Balancing comes naturally to the Turks, to Turkey and principally to Istanbul, the cradle of three great civilizations and epicentre of trade caravans for millennia from Asia, Africa and Europe. Ferryboats laden with tourists and cargo vessels jostle for space on the Bosporus today. But accounts from history suggest that in the heydays of the Ottoman empire, a normal day would see over fifteen thousand boats vying for space on the narrow strait, thereby obscuring the water itself. Ottoman Pashas, just as their Byzantine predecessors, had often addressed letters to neighbouring potentates to send people and merchants of all faiths, races and languages to come, settle, practice their skills and trade their goods and enhance the fortunes of the city. Armenians came and flourished as jewelers. Jews set up perfumeries, iron foundries and banking operations. Italians imported silk, paper and glass. Not merely sea lanes, Constantinople of yore and its new avatar Istanbul, were also at the crossroads of the three continents. Caravans of camels and mules unloaded a vast array of merchandise for Turkish middlemen to negotiate their sales. The city prospered with their creative energies.
Church to Museum
At the heart of Istanbul’s Golden Horn sits the grandiose Aya Sofiya or Hagia Sofiya, built by Byzantine emperor Justinian as a church called Sancta Sophia (Church of Divine Wisdom) in 533 AD. An architectural marvel, the massive 63-metre high dome looms against the sky and is held aloft without any visible support.
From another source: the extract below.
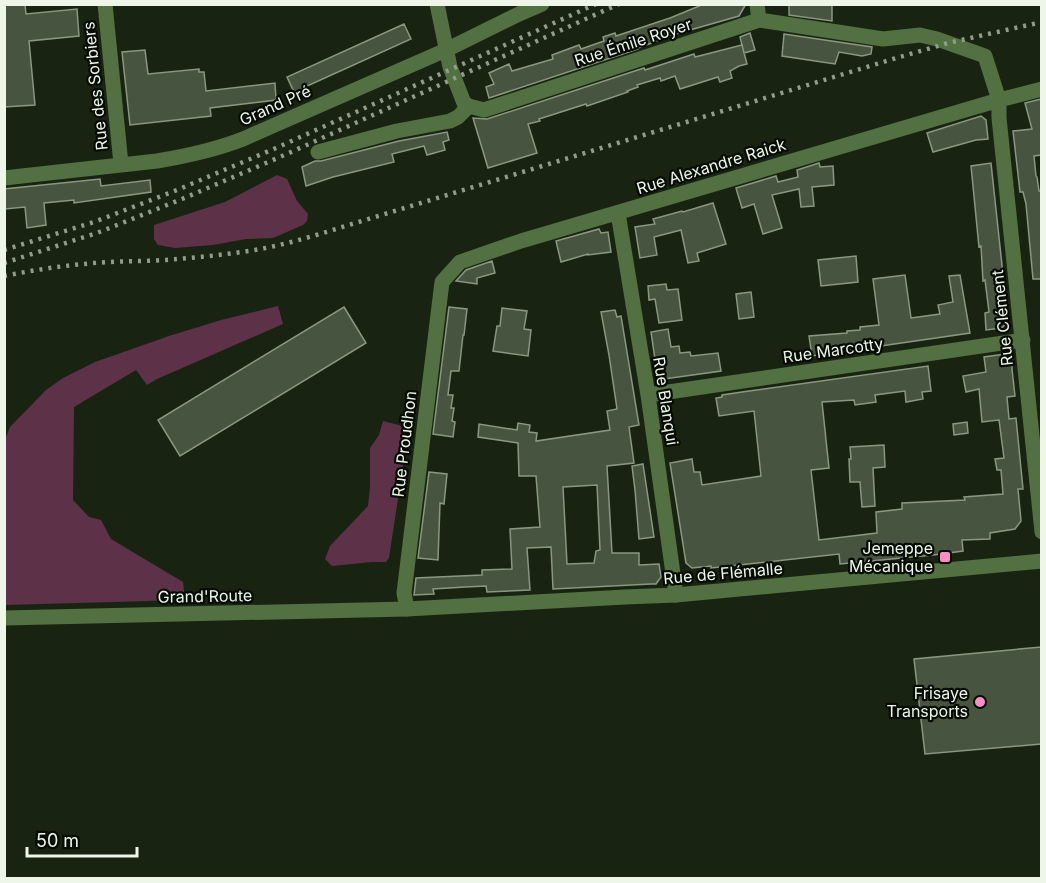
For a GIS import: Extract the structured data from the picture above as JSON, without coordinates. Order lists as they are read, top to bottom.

It is said that forty concealed ribs made of special porous clay support the arches on which the dome sits. Turkey’s notorious quakes have brought it down several times and emperors rebuilt it. It was upon the conquest of Constantinople by Mehmet in 1453 that Aya Sofia was converted into a mosque with addition of penciled minarets which became the signature of all Turkish mosques. It necessitated a ten degree repositioning of the pulpit to align with Makkah. Side bars of crosses over gigantic doors were removed. However, friezes in the domes and over arches were left intact, to tell the story of the makeover. After the 1923 revolution, Ataturk ordered it to be converted into a museum (muzesi in Turkish) open for people of all faiths.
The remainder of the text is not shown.